14年前、長男の産声を聞いた朝、私は自分を待ち受ける現実を全く知りませんでした。その日から長男が2歳を過ぎるまで、4時間以上眠れたのは1日だけ、友人の結婚式で1人外泊した夜でした。母乳をあげながら水を飲む暇(心の余裕)もなく、気付けば水分不足で痙攣なんてザラでした。里帰り先で1カ月検診を終え、帰宅した後の2か月をどう過ごしたか、よく思い出せません。残っているのは乾いた心身の記憶。どこでもドアの使い方を誤って砂漠に来てしまった、そんな言葉がぴったりの。楽しいことも沢山あったはずなのに、なぜ思い出せないんだろう。

誤解のないようお伝えすると、夫は決して育児を手伝ってくれなかった訳ではありません。多忙ではありましたが、できる事は協力してくれていました。しかし、産後3ヵ月は、平日赤ちゃんと二人きりで過ごす時間の積み重なりが、楽しさを見出す時間よりも勝っていました。

外出ができるようになりお母さん友達ができ始めると、オアシスに辿り着いたような気持ちでした。そしてその時にふと感じた気持ち。

ここに辿り着くのにもっと別の道はなかったの?

今の私は断言できます。ありました、と。


ここで初めの問いに戻ります。
妊娠したらまず最初にすべき事って何でしょう?
私はその答えを、たまたま住むことになったドイツで見つけました。

Hebamme(ヘバメ)さんの産後訪問サービス

私たち家族は2019年から約1年半、夫の転勤でドイツに住んでいました。ドイツは子どもを大切にする国と聞いていましたが、実際、ドイツだけでなくヨーロッパの国々では「子どもは社会の宝」という価値観が日常に溢れていました。必然的に、子どもを連れた親子には優しい眼差しが降ってきます。ベビーカー生活をした事のある日本人の知人は、口を揃えて「階段だらけで日本よりずっと不便な街なのに困った事がない」と言います。

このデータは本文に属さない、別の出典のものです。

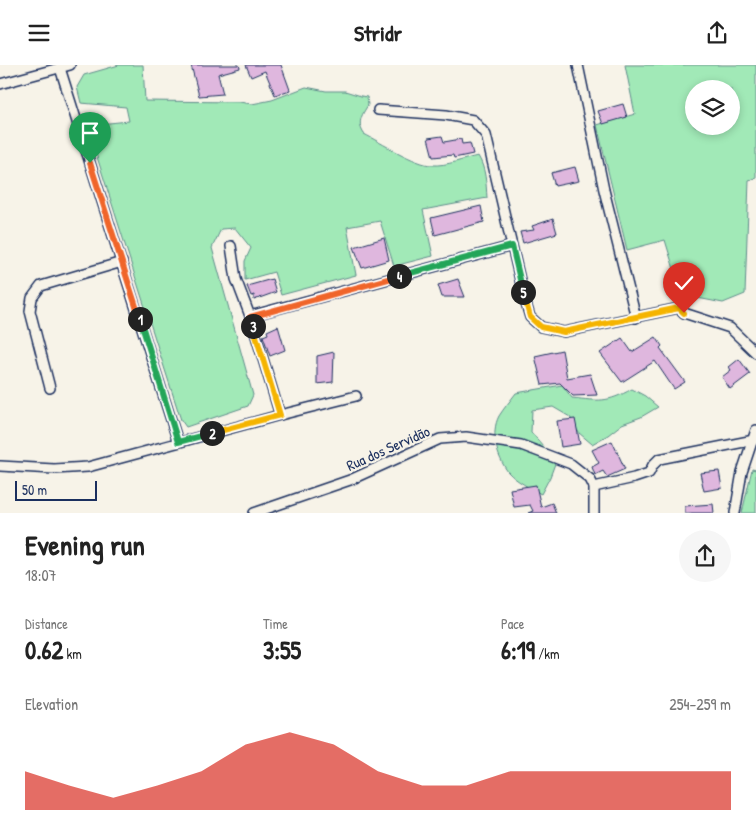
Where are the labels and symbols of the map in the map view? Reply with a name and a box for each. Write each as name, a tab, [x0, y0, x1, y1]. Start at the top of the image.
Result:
pin	[69, 112, 111, 163]
pin	[663, 262, 705, 313]
pin: 4	[386, 263, 412, 289]
pin: 5	[510, 279, 536, 305]
pin: 1	[128, 307, 152, 331]
pin: 3	[240, 313, 266, 339]
street label: Rua dos Servidão	[343, 420, 433, 476]
pin: 2	[200, 421, 224, 445]
scale bar	[15, 478, 98, 501]

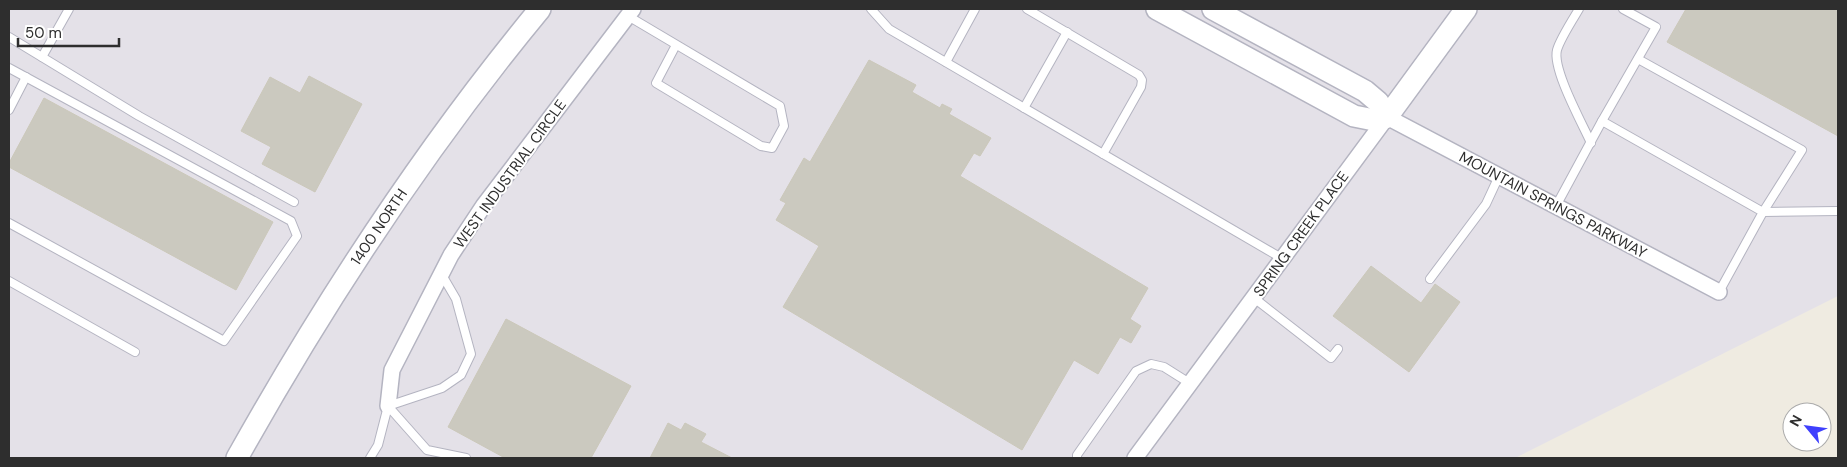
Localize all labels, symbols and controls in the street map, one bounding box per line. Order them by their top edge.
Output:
scale bar [18,15,119,47]
text: 50 m [25,23,62,43]
street label: WEST INDUSTRIAL CIRCLE [449,96,571,252]
street label: MOUNTAIN SPRINGS PARKWAY [1456,147,1651,263]
street label: SPRING CREEK PLACE [1249,167,1353,301]
street label: 1400 NORTH [346,185,412,269]
north arrow [1782,402,1832,452]
text: N [1785,412,1806,430]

ドイツに話を戻します。日本とドイツでは出産・子育て・教育に関わる社会のシステムに多くの違いがあり、どちらが良い悪いという判断はできません。ただ、私が非常に素晴らしいと感じた制度があります。それは産後母子をサポートする仕組みで、ドイツでは妊娠したらまずHebamme(ヘバメ)さんを探すという考えが一般的です。

Hebammeは日本語で助産師と訳されますが、日本の助産師さんのイメージとは違い、産後のお母さんと赤ちゃんの体調や生活面のサポートをしてくれる存在。人によって提供するサービスも異なり、希望のサービスをしてくれるヘバメさんを、自分でウェブサイトから探します。

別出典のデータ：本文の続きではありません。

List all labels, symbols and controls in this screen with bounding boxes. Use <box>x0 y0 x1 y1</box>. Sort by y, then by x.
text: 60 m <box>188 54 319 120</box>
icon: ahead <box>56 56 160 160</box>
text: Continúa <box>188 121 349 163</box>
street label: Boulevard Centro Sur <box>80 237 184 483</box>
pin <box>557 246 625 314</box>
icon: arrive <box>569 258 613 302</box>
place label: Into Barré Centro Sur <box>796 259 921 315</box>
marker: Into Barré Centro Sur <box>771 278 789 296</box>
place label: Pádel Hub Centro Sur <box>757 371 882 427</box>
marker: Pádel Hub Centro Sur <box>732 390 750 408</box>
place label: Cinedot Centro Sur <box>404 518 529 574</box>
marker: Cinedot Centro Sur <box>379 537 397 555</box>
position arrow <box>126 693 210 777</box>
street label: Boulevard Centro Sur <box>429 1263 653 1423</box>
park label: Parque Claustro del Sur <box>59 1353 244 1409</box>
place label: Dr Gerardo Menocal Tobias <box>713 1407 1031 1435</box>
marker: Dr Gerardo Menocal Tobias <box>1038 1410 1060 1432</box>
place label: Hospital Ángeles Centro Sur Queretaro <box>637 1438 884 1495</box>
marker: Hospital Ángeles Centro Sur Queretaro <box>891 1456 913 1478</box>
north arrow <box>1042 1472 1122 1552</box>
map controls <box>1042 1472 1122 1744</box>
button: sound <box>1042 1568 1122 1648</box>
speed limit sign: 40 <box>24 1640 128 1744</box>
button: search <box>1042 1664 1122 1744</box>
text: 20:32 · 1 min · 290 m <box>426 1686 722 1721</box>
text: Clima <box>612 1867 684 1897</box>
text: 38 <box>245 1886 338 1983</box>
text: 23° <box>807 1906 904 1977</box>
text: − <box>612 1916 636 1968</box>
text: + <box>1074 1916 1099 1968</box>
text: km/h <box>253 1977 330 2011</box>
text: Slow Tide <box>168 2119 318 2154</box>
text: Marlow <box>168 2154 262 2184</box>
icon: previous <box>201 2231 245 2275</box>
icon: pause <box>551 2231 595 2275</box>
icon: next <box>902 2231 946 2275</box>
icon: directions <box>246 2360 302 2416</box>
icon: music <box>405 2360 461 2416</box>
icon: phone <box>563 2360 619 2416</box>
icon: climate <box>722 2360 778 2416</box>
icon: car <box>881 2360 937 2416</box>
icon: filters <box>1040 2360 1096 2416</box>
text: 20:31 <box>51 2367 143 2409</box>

産後、母子が自宅に戻ってからすぐ定期的な訪問サポートが始まります。頻度は事前に相談できますが、帰宅直後は週2回ペースの訪問が多いようです。実際に利用した在独日本人の方も多く、ヘバメで検索すると沢山の情報が出てきますので、興味のある方は是非ご覧になってください。


このヘバメさんによる訪問サービスは、公的健康保険が適用され無料なのです。(上限回数あり、プライベート保険は要確認)

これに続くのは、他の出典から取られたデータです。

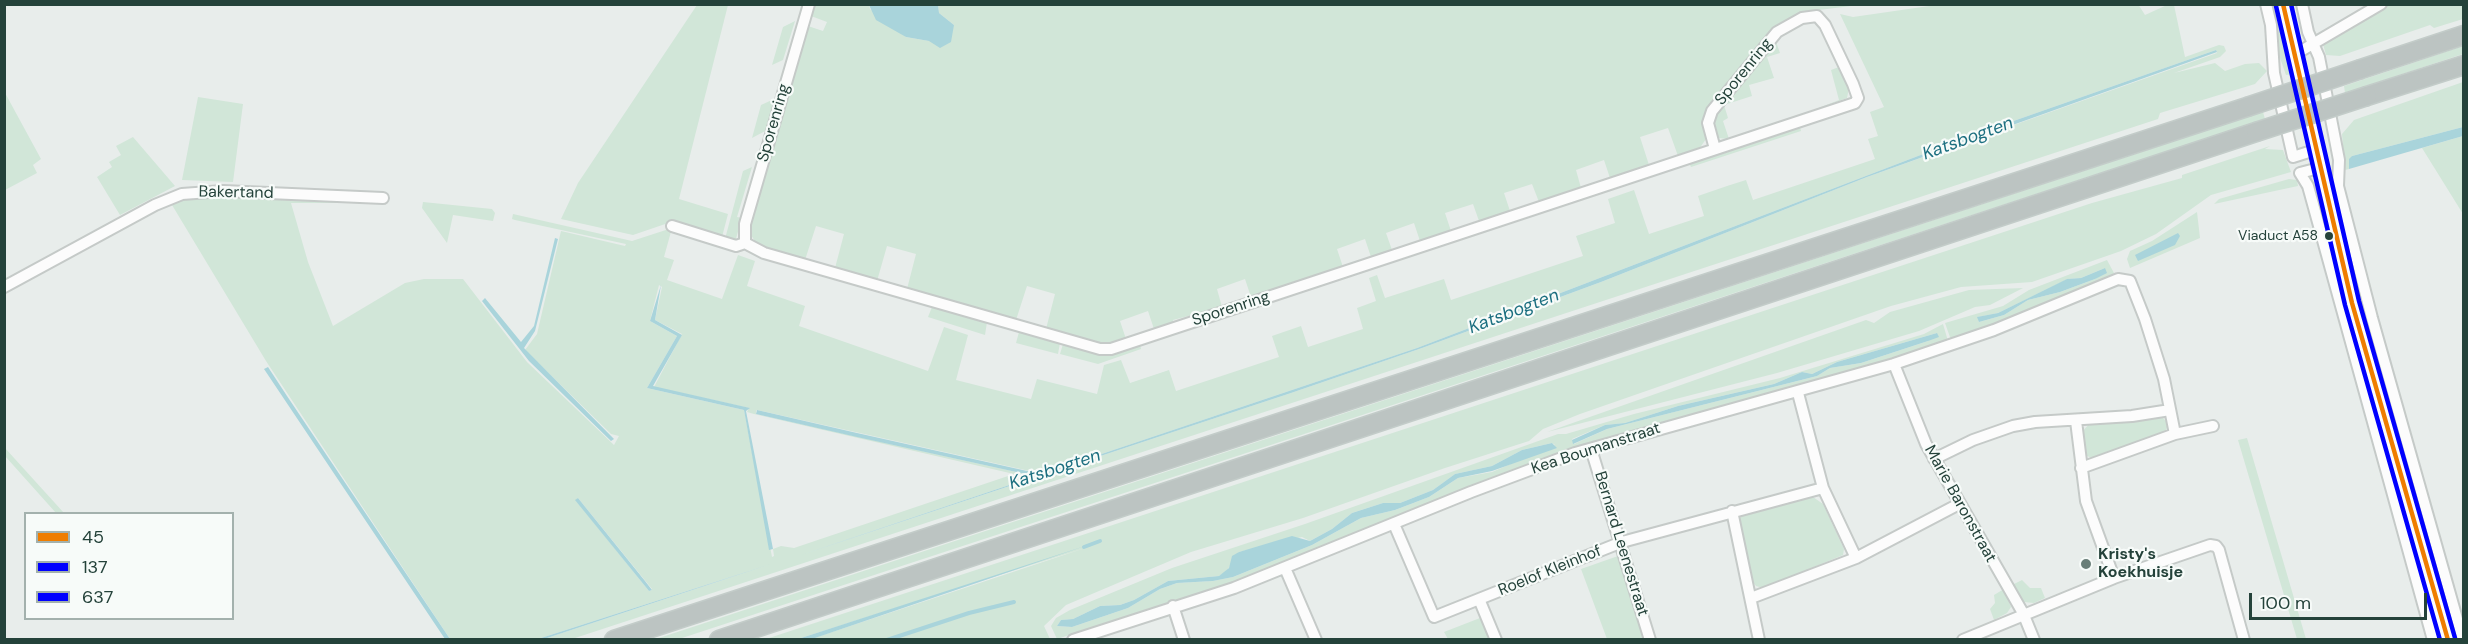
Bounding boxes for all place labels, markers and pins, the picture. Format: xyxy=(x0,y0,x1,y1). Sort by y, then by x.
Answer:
place label: Viaduct A58 xyxy=(2238,228,2318,244)
marker: Viaduct A58 xyxy=(2323,230,2335,242)
place label: Kristy's Koekhuisje xyxy=(2098,545,2183,583)
marker: Kristy's Koekhuisje xyxy=(2079,557,2093,571)

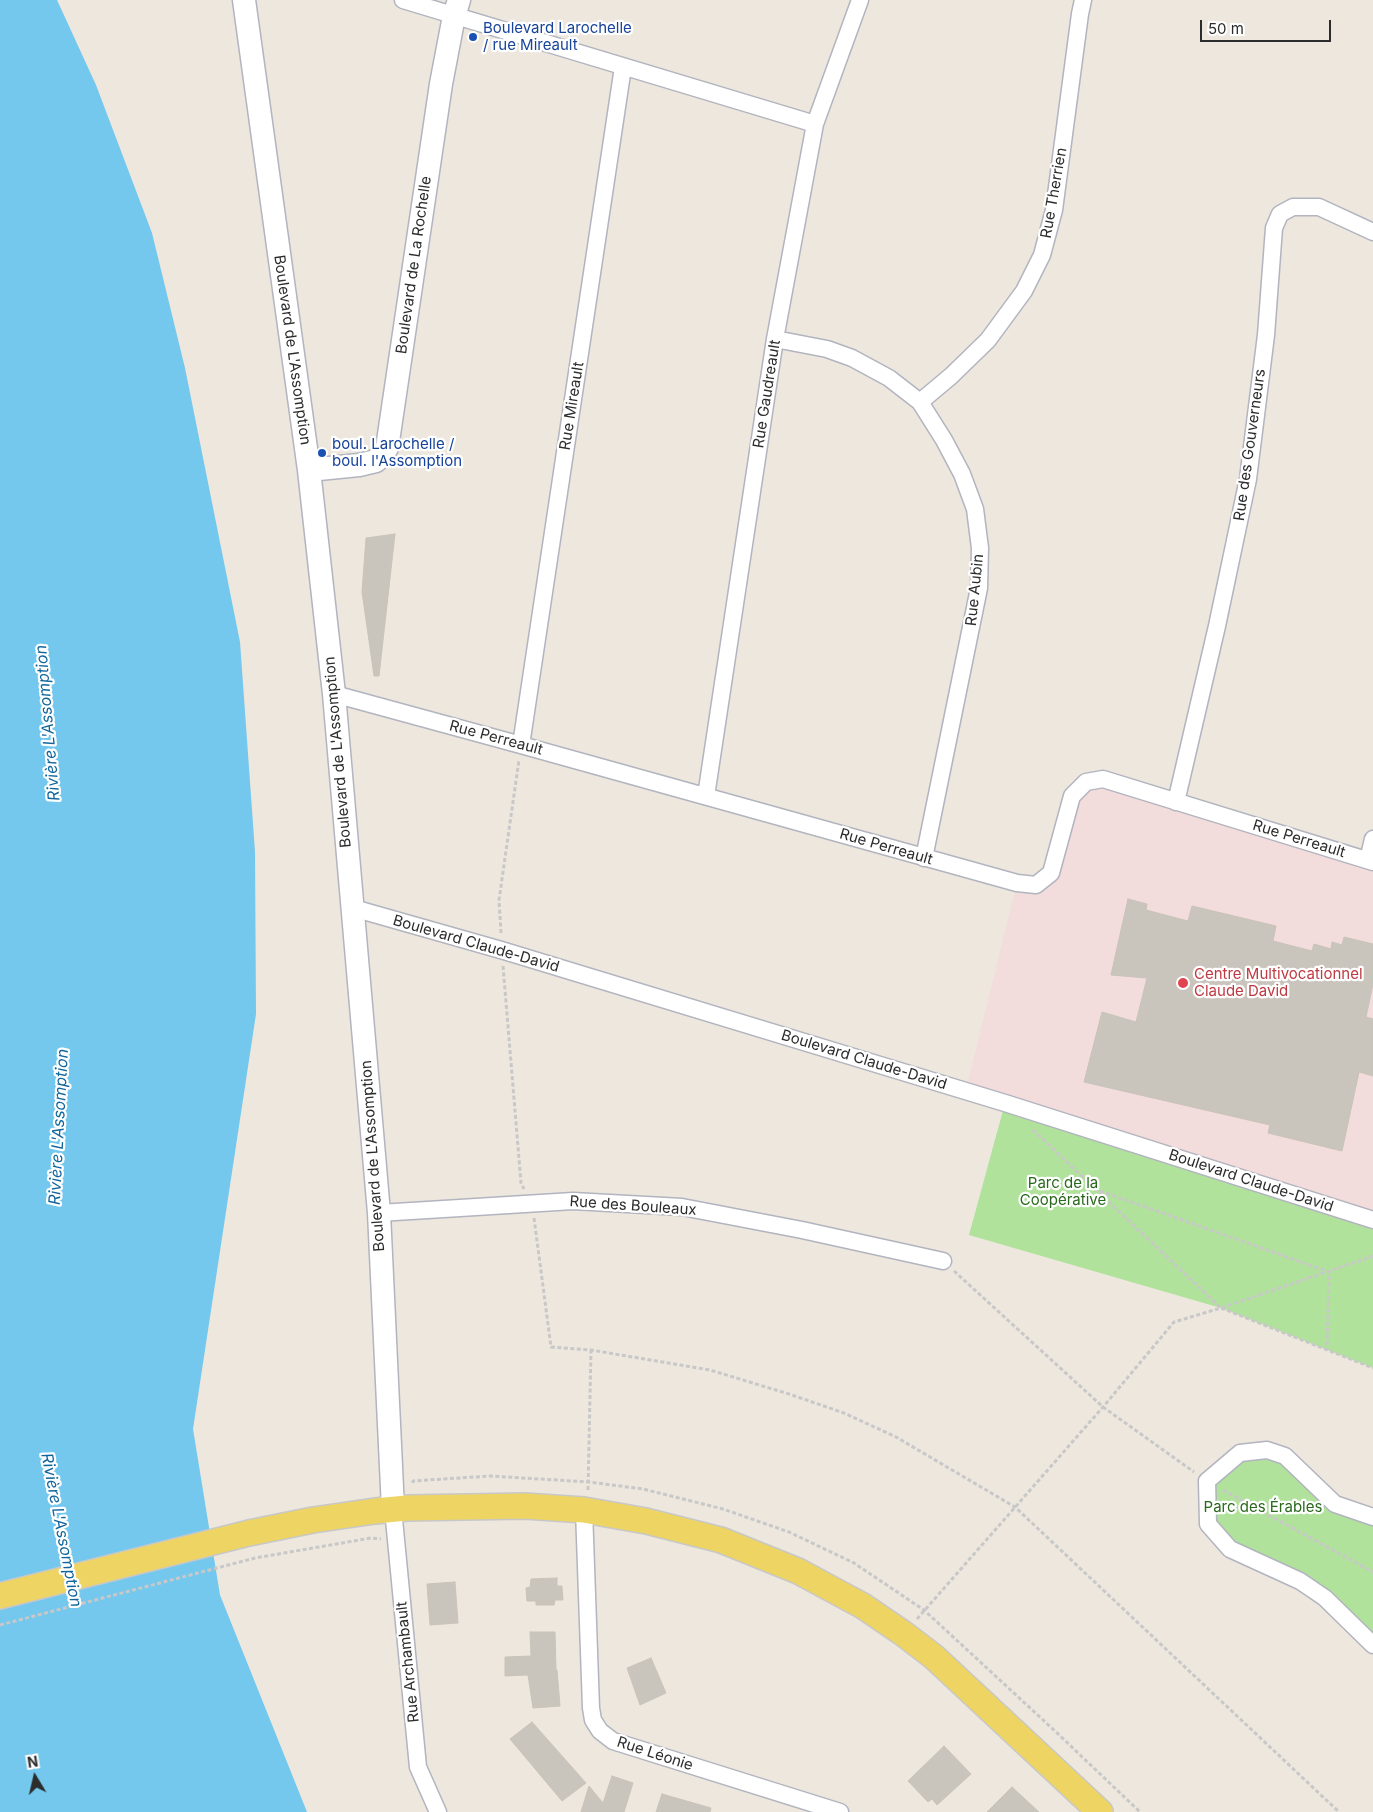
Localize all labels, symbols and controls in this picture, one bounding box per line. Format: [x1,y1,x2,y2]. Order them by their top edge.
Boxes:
scale bar [1203,10,1334,42]
place label: Boulevard Larochelle / rue Mireault [483,19,632,54]
text: 50 m [1208,19,1244,38]
marker: Boulevard Larochelle / rue Mireault [467,31,479,43]
street label: Rue Therrien [1037,146,1071,240]
street label: Boulevard de La Rochelle [393,175,435,355]
street label: Boulevard de L'Assomption [270,254,314,446]
street label: Rue Gaudreault [750,339,784,449]
street label: Rue Mireault [556,361,588,451]
street label: Rue des Gouverneurs [1230,368,1270,522]
place label: boul. Larochelle / boul. l'Assomption [332,435,462,470]
marker: boul. Larochelle / boul. l'Assomption [316,447,328,459]
street label: Rue Aubin [962,553,988,627]
water label: Rivière L'Assomption [32,644,64,802]
street label: Boulevard de L'Assomption [321,656,355,848]
street label: Rue Perreault [447,717,545,759]
street label: Rue Perreault [1250,816,1348,862]
street label: Rue Perreault [837,825,935,869]
street label: Boulevard Claude-David [391,912,561,976]
place label: Centre Multivocationnel Claude David [1194,965,1363,1000]
marker: Centre Multivocationnel Claude David [1176,976,1190,990]
street label: Boulevard Claude-David [779,1026,949,1094]
water label: Rivière L'Assomption [45,1048,73,1206]
street label: Boulevard de L'Assomption [357,1060,389,1252]
street label: Boulevard Claude-David [1166,1146,1336,1216]
park label: Parc de la Coopérative [1020,1174,1106,1209]
street label: Rue des Bouleaux [569,1193,697,1219]
water label: Rivière L'Assomption [37,1451,85,1609]
park label: Parc des Érables [1204,1498,1322,1516]
street label: Rue Archambault [393,1601,423,1723]
street label: Rue Léonie [615,1733,695,1775]
north arrow [10,1752,60,1802]
text: N [26,1752,39,1771]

ヘバメさんと意見が合わない、性格が合わない事もあるでしょう。そうしたマイナス面を差し引いても、何が正解なのかわからず赤ちゃんと2人きりで過ごす家に、自分たちを見守る第三者がたびたび訪れてくれる安心感こそが、産後砂漠でさまよった私の欲しかった道しるべなのだと、ドイツで気付いたのです。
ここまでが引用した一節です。